A new study reveals that a third of meetings are unnecessary. Elon Musk has the solution

It's not news that everyone thinks meetings are out of control. I write articles covering reports and expert commentary repeating the same thing over and over for almost a decade. But despite all that hand-twisting, the problem persists. In fact, according to some studies, it seems to get worse.

By replacing ad-hoc, informal chats with scheduled online conversations, the pandemic has actually increased the total time most professionals spend in meetings. How much of that 20 or so hours per week (according to which study you believe) is actually productive?

A new study by automated transcription service Otter.ai and University of North Carolina psychologist Steven Rogelberg has come to a depressing conclusion. Surveying more than 600 employees across a wide range of industries, they found that workers consider a third of meetings to be completely unnecessary.

Are you okay with wasting $25,000 per employee per year?

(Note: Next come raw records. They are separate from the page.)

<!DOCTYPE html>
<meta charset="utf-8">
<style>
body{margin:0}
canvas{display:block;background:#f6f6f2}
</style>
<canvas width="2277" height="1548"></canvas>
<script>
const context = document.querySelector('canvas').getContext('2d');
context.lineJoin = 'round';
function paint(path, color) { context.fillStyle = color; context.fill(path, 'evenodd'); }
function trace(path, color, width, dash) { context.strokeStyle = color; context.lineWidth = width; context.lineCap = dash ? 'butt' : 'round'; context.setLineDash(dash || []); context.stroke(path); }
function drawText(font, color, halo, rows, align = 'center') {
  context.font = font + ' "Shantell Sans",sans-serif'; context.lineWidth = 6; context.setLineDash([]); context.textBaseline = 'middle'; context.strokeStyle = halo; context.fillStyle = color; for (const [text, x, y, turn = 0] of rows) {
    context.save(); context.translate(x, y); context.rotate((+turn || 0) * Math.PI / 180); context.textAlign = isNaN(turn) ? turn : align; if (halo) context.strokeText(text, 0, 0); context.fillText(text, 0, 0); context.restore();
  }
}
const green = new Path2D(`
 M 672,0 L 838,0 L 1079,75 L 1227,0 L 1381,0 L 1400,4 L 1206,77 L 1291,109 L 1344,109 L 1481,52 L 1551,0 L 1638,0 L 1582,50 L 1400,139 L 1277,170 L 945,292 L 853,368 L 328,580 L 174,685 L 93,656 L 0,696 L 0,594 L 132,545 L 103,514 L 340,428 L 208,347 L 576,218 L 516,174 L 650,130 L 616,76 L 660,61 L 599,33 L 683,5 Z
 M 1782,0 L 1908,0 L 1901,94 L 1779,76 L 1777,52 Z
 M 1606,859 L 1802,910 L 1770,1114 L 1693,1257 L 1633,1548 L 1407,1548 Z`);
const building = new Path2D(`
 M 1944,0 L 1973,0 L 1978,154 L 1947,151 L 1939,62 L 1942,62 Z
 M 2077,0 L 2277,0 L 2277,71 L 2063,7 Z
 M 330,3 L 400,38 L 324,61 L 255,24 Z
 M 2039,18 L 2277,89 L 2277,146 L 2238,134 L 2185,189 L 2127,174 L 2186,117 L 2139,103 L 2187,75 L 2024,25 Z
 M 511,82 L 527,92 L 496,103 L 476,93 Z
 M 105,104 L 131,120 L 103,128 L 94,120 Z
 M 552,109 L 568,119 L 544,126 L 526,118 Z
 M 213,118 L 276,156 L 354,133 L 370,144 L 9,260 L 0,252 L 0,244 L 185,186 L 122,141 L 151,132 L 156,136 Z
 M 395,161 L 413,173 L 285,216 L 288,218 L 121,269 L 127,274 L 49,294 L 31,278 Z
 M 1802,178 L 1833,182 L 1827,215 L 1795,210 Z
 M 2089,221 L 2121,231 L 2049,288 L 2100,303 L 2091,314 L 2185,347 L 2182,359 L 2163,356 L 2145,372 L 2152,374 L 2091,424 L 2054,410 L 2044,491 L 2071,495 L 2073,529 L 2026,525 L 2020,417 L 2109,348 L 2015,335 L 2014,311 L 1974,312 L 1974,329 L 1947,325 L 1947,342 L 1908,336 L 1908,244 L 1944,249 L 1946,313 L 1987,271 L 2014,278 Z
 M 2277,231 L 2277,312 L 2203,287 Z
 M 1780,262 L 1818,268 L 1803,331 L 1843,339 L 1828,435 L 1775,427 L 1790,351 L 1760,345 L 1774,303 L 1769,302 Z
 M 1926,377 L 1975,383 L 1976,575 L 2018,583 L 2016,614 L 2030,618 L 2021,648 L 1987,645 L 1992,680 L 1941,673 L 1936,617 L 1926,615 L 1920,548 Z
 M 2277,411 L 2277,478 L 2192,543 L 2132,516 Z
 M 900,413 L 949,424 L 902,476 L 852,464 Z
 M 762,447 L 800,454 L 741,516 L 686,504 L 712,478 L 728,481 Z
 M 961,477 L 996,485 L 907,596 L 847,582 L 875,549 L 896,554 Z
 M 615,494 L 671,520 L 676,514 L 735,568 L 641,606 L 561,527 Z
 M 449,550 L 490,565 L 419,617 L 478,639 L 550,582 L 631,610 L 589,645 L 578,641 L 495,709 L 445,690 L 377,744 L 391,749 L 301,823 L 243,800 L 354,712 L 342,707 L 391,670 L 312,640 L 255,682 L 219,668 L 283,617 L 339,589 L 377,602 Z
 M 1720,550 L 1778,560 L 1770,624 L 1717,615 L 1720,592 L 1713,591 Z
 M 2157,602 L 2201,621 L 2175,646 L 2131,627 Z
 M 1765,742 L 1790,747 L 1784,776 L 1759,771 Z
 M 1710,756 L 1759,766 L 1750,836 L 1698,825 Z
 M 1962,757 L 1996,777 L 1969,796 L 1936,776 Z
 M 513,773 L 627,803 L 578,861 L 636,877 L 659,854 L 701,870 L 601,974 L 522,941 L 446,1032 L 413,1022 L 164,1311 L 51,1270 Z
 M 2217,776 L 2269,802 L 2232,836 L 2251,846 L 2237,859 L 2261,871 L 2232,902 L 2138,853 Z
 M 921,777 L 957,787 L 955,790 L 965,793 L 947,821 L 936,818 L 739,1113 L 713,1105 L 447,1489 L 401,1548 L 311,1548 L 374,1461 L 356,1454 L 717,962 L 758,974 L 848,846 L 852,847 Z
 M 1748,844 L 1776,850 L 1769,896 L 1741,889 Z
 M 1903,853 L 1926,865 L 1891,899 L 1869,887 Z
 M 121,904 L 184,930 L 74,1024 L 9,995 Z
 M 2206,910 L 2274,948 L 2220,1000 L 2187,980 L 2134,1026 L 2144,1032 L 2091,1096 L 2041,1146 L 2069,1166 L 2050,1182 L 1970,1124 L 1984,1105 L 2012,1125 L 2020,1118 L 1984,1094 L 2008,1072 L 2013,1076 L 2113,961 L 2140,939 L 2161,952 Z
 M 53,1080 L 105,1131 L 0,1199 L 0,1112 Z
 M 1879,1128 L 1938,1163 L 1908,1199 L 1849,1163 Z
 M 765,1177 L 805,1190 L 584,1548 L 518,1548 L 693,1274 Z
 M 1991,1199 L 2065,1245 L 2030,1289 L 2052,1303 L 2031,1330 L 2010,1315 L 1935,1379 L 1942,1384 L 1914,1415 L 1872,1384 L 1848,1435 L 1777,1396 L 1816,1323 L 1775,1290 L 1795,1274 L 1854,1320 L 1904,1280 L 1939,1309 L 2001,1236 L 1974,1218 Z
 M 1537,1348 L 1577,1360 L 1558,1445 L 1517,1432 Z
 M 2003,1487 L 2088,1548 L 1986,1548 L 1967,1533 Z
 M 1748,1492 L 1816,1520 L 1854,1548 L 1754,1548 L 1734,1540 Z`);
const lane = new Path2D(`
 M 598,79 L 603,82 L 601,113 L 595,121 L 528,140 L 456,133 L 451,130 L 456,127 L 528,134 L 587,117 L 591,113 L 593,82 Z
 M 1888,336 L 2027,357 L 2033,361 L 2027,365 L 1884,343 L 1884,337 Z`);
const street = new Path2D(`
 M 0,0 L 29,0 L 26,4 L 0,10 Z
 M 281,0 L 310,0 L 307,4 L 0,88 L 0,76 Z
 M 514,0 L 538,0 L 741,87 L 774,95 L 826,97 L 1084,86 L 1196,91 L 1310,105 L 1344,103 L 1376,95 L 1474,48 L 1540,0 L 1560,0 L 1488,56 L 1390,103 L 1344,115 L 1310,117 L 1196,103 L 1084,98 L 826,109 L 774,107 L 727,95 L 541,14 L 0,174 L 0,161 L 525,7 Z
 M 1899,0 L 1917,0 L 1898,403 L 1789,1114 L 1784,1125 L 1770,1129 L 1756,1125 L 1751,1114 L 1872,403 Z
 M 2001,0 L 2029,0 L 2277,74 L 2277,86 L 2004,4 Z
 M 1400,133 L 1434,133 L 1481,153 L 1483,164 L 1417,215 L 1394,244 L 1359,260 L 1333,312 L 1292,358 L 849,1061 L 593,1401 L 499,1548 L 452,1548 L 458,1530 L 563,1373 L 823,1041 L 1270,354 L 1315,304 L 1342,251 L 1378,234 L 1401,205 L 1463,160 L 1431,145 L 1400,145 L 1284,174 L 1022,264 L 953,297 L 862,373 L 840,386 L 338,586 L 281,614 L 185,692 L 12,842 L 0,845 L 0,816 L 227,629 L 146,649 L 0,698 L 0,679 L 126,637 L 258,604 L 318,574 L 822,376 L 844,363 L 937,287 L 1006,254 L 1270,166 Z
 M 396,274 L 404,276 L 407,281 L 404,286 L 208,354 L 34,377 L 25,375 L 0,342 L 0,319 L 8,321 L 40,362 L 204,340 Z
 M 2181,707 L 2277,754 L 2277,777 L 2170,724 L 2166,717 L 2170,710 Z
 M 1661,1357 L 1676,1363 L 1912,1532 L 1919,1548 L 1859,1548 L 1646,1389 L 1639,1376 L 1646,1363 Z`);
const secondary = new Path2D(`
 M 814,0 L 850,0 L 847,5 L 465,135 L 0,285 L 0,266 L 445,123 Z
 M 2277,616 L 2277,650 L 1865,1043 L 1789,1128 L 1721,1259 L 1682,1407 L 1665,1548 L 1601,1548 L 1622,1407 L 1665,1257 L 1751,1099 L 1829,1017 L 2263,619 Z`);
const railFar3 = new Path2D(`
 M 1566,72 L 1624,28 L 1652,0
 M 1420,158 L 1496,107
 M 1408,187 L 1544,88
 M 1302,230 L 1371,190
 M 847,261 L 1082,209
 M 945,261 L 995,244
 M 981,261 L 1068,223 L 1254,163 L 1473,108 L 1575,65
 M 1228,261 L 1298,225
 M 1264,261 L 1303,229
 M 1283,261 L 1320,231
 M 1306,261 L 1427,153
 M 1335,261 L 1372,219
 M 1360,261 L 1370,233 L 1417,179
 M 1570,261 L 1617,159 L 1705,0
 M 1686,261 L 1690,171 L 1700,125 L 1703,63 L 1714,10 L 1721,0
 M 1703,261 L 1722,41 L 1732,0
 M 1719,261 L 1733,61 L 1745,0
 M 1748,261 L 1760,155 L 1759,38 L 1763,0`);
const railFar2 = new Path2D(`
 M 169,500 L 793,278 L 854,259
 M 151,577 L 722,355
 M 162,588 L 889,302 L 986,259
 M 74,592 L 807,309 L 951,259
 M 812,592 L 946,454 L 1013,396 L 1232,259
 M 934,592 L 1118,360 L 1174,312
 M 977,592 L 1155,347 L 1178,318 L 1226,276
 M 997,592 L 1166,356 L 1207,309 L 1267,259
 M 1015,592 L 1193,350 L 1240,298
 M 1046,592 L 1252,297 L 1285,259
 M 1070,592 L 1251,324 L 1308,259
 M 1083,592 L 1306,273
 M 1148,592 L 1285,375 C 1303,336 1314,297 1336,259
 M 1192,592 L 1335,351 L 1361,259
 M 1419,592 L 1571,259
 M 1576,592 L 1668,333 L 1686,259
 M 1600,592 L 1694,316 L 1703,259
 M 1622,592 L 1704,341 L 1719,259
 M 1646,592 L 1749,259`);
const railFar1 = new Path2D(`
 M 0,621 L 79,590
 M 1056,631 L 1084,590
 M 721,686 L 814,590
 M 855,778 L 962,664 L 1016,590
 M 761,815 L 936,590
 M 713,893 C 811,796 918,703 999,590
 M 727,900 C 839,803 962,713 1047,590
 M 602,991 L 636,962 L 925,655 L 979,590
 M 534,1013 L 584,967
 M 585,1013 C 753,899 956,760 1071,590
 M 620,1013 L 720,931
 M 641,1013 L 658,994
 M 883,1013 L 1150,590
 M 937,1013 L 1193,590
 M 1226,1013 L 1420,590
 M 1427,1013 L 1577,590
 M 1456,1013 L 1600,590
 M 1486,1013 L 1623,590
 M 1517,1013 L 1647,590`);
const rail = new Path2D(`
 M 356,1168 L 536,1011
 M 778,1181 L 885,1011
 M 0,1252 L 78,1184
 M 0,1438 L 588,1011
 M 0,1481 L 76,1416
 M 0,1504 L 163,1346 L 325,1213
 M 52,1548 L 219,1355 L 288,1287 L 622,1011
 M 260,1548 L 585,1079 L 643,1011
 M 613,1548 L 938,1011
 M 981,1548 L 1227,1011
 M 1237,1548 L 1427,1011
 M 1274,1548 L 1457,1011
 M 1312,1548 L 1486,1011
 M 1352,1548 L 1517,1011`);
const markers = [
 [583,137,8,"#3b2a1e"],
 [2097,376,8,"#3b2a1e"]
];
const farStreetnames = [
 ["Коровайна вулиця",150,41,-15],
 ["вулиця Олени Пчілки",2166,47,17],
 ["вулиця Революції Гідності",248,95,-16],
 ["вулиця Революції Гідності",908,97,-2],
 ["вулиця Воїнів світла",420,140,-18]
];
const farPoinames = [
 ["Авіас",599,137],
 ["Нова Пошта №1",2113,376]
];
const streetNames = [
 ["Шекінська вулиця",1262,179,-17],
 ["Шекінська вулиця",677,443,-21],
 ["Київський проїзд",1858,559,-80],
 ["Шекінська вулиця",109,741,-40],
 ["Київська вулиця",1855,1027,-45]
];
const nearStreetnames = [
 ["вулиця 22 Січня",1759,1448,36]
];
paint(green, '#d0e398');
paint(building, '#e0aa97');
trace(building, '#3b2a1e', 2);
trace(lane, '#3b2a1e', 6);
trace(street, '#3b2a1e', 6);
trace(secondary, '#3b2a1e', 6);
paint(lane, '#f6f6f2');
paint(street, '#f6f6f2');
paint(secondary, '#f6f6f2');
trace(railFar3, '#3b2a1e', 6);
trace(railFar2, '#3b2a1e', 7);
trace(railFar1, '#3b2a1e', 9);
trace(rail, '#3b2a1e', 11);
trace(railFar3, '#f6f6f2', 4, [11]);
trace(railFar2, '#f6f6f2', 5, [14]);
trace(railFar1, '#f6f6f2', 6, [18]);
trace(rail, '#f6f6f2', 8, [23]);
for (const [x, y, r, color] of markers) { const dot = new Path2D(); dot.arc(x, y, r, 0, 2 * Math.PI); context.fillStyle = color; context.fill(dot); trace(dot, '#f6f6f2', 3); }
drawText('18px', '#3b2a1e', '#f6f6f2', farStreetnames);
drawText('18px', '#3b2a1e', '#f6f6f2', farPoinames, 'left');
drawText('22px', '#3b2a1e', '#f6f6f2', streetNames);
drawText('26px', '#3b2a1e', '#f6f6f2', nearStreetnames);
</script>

Wasting a third of your working day listening to someone on a drone on irrelevant topics is of course very frustrating for employees. But the Otter.ai study underscores how ridiculous this should be from the perspective of companies and their executives.

"Companies pay an average of $80,000 per professional employee to attend meetings each year and $25,000 (31%) for attending meetings deemed 'unnecessary'," the study concludes. Can you think of anything better to do with $25,000 per year per employee? I guess the answer is yes, which makes it even more shocking that the research also found that 78% of managers have never brought up the issue with employees.

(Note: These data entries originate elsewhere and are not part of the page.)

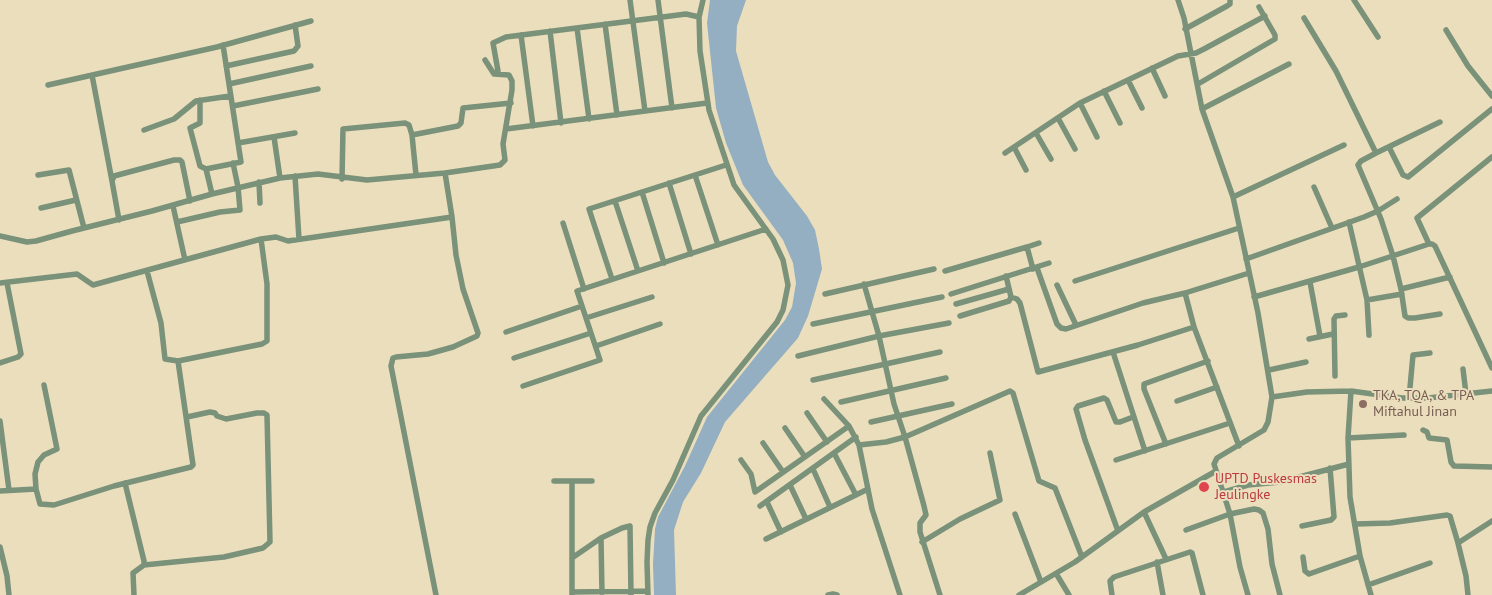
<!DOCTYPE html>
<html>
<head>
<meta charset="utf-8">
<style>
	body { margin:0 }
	canvas { display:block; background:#ebdebc }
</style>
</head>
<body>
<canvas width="1492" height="595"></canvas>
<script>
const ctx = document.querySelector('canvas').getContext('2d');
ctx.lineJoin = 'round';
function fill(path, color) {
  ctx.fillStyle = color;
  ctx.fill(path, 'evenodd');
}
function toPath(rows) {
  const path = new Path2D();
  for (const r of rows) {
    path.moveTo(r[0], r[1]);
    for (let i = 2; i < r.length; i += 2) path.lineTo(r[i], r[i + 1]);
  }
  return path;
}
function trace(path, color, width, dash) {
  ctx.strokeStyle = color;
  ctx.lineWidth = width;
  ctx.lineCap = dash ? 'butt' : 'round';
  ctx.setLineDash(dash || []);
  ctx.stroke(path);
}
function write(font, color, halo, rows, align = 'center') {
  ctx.font = font + ' "PT Sans",sans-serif';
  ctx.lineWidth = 4;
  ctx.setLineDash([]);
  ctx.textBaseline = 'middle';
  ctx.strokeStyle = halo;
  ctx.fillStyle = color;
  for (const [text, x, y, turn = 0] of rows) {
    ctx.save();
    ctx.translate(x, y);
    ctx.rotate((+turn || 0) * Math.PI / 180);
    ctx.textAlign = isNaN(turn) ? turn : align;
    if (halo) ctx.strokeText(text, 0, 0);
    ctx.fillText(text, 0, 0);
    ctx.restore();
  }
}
fill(toPath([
	[710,0,746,0,737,26,736,51,768,162,775,175,807,216,815,230,819,249,822,269,808,316,798,338,725,422,701,473,683,502,674,530,676,595,654,595,653,564,655,529,658,517,685,466,707,417,785,320,792,307,796,283,793,263,783,240,743,185,726,143,716,108,707,23]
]), '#94afc1');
trace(toPath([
	[630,0,645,111],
	[658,0,672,108],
	[1178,0,1184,18,1202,109,1233,197,1258,313,1272,397,1268,422,1264,430,1217,458,1214,464,1230,514,1240,567,1248,595],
	[1354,0,1378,37],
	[1304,18,1336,71,1376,153],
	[605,24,617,115],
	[577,28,589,119],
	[1185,29,1227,6,1230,4,1230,0],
	[1446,30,1468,66,1492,96],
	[550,31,561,123],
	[521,35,533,126],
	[226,66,294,51,298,46,295,25],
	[1152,68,1165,96],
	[498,71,493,43,506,37,686,14,699,17],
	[92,75,112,181],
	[1128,80,1142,108],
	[229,84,311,66],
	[1198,84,1275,39,1275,35,1259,7],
	[48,85,217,47,311,21],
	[1104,91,1120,123],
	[200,100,200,123,190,128,200,166,206,169,241,162,223,45],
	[1080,103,1097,137],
	[233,106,318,89],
	[1202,109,1289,64],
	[1058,118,1075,149],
	[1440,122,1376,153,1361,161,1358,165,1381,219,1393,256,1401,289,1405,316,1408,318,1415,318,1440,314],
	[506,129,707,103],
	[144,130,174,119,196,101,230,96],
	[1036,133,1051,159],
	[412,135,458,126,461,123,463,108,511,103],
	[274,137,280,178],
	[238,143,295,133],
	[1014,147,1026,170],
	[1389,147,1403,175,1408,177,1492,109],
	[1005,153,1080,103,1178,56,1196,53,1204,49,1265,16],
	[206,169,212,194],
	[38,175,69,170,84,228],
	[695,175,718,245],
	[295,176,299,239],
	[342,179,343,129,405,123,409,125,412,135,416,175],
	[259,182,260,203],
	[669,183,691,254],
	[1314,187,1332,228],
	[642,192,664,263],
	[1233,197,1344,145],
	[615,201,638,271],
	[173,206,185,260],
	[41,208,76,200],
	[119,220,112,181,114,176,174,160,180,160,182,162,190,201],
	[177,222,220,212,240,210,238,187,233,163],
	[1349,222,1367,300,1369,335],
	[563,223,584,289],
	[0,236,27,242,36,241,72,231,152,211,212,194,280,178,318,174,367,180,445,173,500,165,505,160,503,144,512,90,512,81,509,75,494,74,485,60],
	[1429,244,1432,244,1435,246,1492,368],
	[1429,244,1417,218,1492,157],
	[1027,247,1039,243],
	[1246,259,1364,217,1378,211,1397,199],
	[1037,268,1057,324,1061,328,1066,329,1143,303,1185,293,1249,273],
	[945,271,1027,247,1033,269],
	[612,279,589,209,726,165],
	[1075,281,1239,228],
	[1310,282,1320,336],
	[0,283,77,274,93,285,261,239,276,237,288,241,452,217,445,173],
	[864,284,879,336,894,404,905,437,924,506,926,515,920,523,920,532,940,595],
	[1057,285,1076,325],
	[1401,289,1450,277],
	[1185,293,1194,327,1239,446],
	[825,294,934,269],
	[951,294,1049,263],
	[1011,297,1017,299,1020,303,1038,372,1138,345,1194,327],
	[1254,297,1359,267,1429,244],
	[1367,300,1402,294],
	[956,304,1009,289],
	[960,316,1009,301,1011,297,1006,276],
	[586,318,652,297],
	[813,324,942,297],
	[506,332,582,306],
	[1309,339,1333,334],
	[596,346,660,324],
	[1113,352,1145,451],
	[798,356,879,336,949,323],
	[514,358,591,333],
	[178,361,262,344,267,341,267,284,261,239],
	[0,363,18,357,21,354,7,283],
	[1463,369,1466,394],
	[1269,370,1306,362],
	[1335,376,1334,319,1336,316,1345,315],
	[813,380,940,352],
	[523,386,600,360,577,291,766,229],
	[1351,391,1348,438,1350,497,1360,556,1371,595],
	[1272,397,1307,392,1351,391,1402,398,1428,398,1492,391],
	[1409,398,1413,355,1430,353],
	[824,399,849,426,859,445,872,509,900,595],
	[1177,401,1217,387],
	[841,402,946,378],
	[807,413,827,442],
	[0,421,9,490],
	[871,422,952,404],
	[785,428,805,457],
	[1423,430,1427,432,1429,438,1447,440,1451,462,1454,466,1492,467],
	[1348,438,1404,435],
	[763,443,783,472],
	[1166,444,1144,389,1144,384,1208,361],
	[859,445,886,442,905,437,1010,391,1013,393,1039,481,1055,488,1082,557],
	[834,453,856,495],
	[741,460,751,474,755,492,849,426],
	[1116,460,1230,423],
	[813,469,830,507],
	[554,481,592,481],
	[572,481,572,595],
	[125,483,144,561,144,565,133,573,134,595],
	[790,485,806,519],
	[36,489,40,504,54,505,114,486,191,467,193,465,178,361,165,359,161,323,147,271],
	[0,491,36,489,35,474,38,462,44,455,57,449,44,385],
	[1224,492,1248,485,1280,482,1349,464],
	[767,502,781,532],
	[760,506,856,437],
	[1144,512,1166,559],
	[1015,514,1041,582],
	[1356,524,1390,523,1447,515,1450,516,1458,543,1492,521],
	[1302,526,1331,520,1334,517,1330,468],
	[1186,530,1230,514,1254,509,1259,510,1263,513,1268,529,1272,564,1280,595],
	[1118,531,1085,440,1076,409,1078,406,1104,398,1107,400,1116,422,1120,422,1133,417],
	[601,538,602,593],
	[766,539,868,489],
	[922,542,960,519,1000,500,990,453],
	[1458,543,1466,576,1468,595],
	[0,547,7,576,9,595],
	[1303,557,1305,571,1309,574,1360,556],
	[572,558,601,538,622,528,630,526,631,595],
	[1157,562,1163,595],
	[144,565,224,557,263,548,270,542,267,415,264,413,257,413,226,419,217,416,215,413,210,412,187,417],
	[1057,575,1069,595],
	[1368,585,1430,563],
	[572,592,647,591],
	[436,595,391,366,393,358,396,357,428,354,453,347,477,336,478,333,463,289,456,255,452,217],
	[648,595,647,562,648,540,650,527,655,513,673,480,701,416,777,322,783,310,788,285,783,260,773,239,734,185,709,110,700,51,699,17,703,0],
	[828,595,833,594,837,595],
	[1019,595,1075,562,1144,512,1216,471],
	[1112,595,1110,581,1114,577,1190,552,1192,553,1203,595]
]), '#7a9279', 5.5);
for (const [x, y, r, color] of [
	[1363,404,5,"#8d6e63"],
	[1204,487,6,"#e0444e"]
]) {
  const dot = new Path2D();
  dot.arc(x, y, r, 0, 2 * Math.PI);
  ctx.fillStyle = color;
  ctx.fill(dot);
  trace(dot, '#ebdebc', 2);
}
write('14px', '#785e54', '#ebdebc', [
	["TKA, TQA, & TPA",1373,396],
	["Miftahul Jinan",1373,412]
], 'left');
write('14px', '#be3a42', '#ebdebc', [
	["UPTD Puskesmas",1215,479],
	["Jeulingke",1215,495]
], 'left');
</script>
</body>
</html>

Otter.ai helps companies automatically transcribe meetings so that employees can't attend and just read what happened later, so this research is obviously self-serving. But it also ties in with a ton of other studies, including earlier work by Rogelberg, that show the same thing: exact numbers may differ slightly, but all agree that ridiculous time is wasted on pointless meetings. .

Elon Musk to the rescue

If managers have been given this problem ad nauseam, why can't they fix it? According to Otter's research, the answer basically comes down to company culture. "Most employees cite 'organizational norms' and lack of conversation about when meetings can be skipped as the main reason they feel the need to attend meetings, even though they deem their presence unnecessary" , reports the company. Basically, workers worry about looking bad or offending people if they say no to an unnecessary meeting.

That's why managers who really want to do something meaningful about this issue might want to take a page from Elon Musk's playbook and address the underlying issue with standards and how the politeness at work is defined head-on.

“Walk out of a meeting or drop a call as soon as it's obvious you're not adding value. It's not rude to leave, it's rude to make someone stay and waste their time,” Musk reportedly said. Tesla employees. By setting the tone from the top, Musk makes it socially acceptable to politely decline a meeting rather than sit there fidgeting for an hour when you could be doing something much more productive.